REQUIREMENT
Output all of the lines below exactly, and leave out each image.

[RECORDED DATA Boundary: Start]

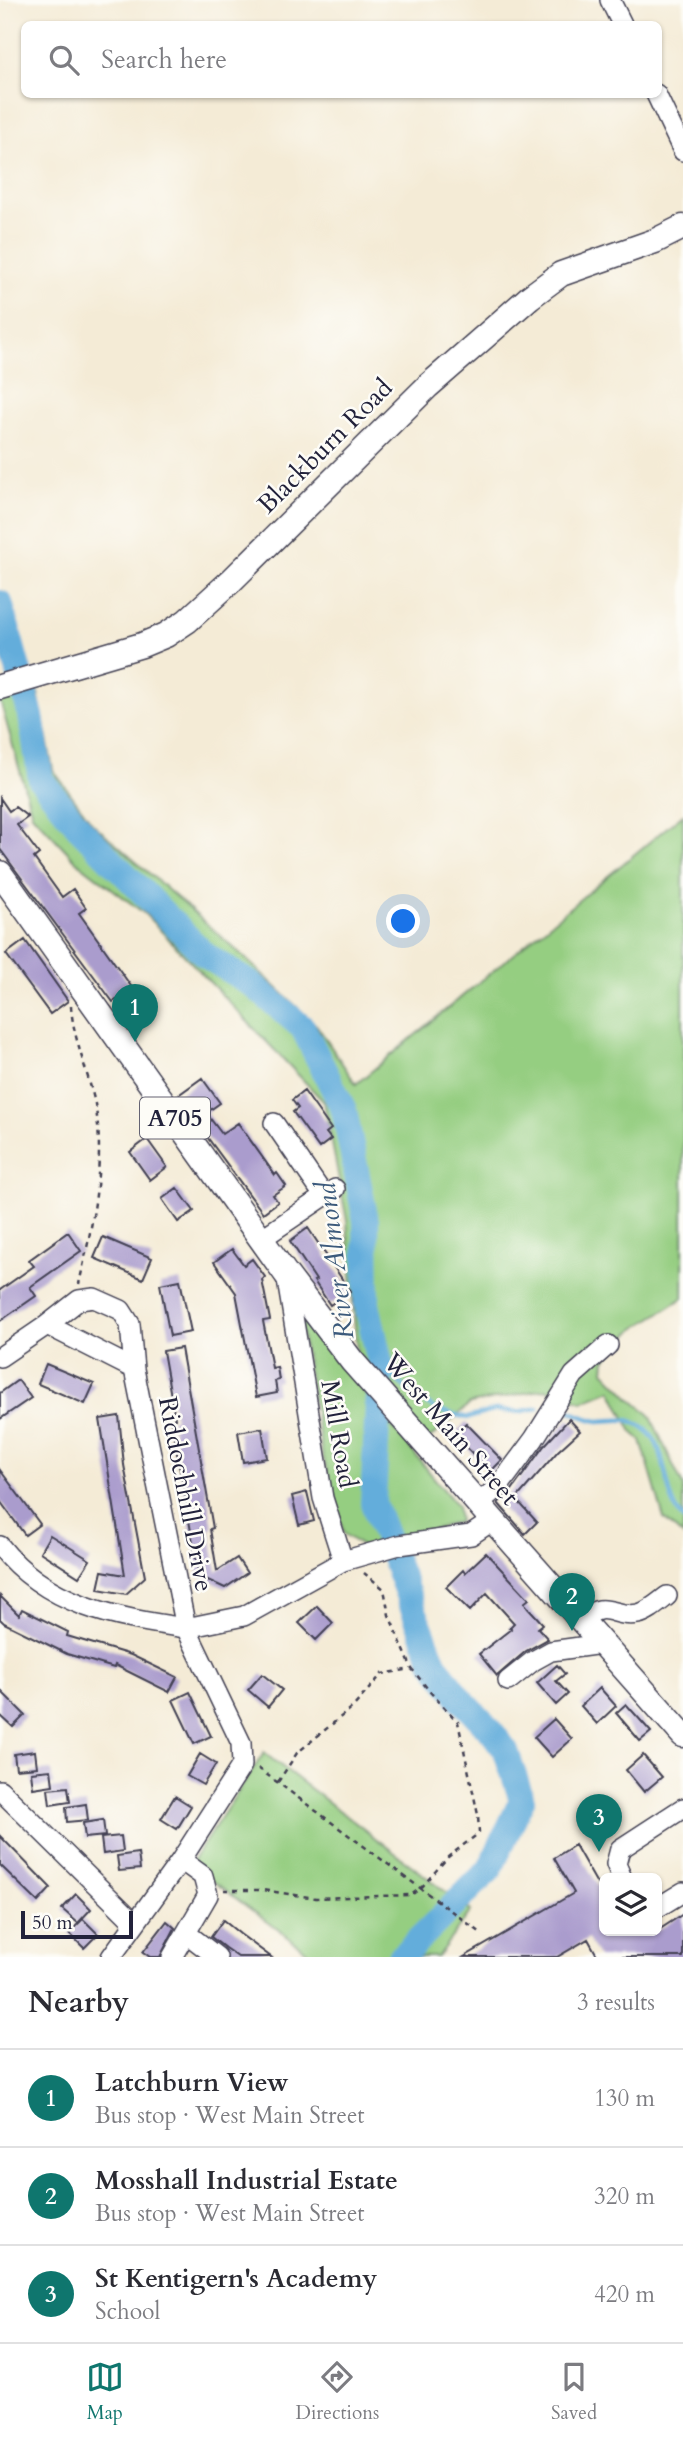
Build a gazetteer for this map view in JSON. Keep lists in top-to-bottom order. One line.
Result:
{"streets":{"main road":["Blackburn Road","A705","West Main Street"],"street":["Mill Road","Riddochhill Drive"]},"crossings":[["West Main Street","Mill Road"]],"water":["River Almond"],"scale_bar":"50 m","page":{"search":"Search here","pins":["1","2","3"],"scale":"50 m","heading":["Nearby","3 results"],"list":[{"mark":"1","name":"Latchburn View","note":"Bus stop · West Main Street","value":"130 m"},{"mark":"2","name":"Mosshall Industrial Estate","note":"Bus stop · West Main Street","value":"320 m"},{"mark":"3","name":"St Kentigern's Academy","note":"School","value":"420 m"}],"nav":["Map","Directions","Saved"]}}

[RECORDED DATA Boundary: End]

REPLY TO THE EXERCISE
Build a gazetteer for this map view in JSON. Keep lists in top-to-bottom order. One line.
Result:
{"streets":{"main road":["Blackburn Road","A705","West Main Street"],"street":["Mill Road","Riddochhill Drive"]},"crossings":[["West Main Street","Mill Road"]],"water":["River Almond"],"scale_bar":"50 m","page":{"search":"Search here","pins":["1","2","3"],"scale":"50 m","heading":["Nearby","3 results"],"list":[{"mark":"1","name":"Latchburn View","note":"Bus stop · West Main Street","value":"130 m"},{"mark":"2","name":"Mosshall Industrial Estate","note":"Bus stop · West Main Street","value":"320 m"},{"mark":"3","name":"St Kentigern's Academy","note":"School","value":"420 m"}],"nav":["Map","Directions","Saved"]}}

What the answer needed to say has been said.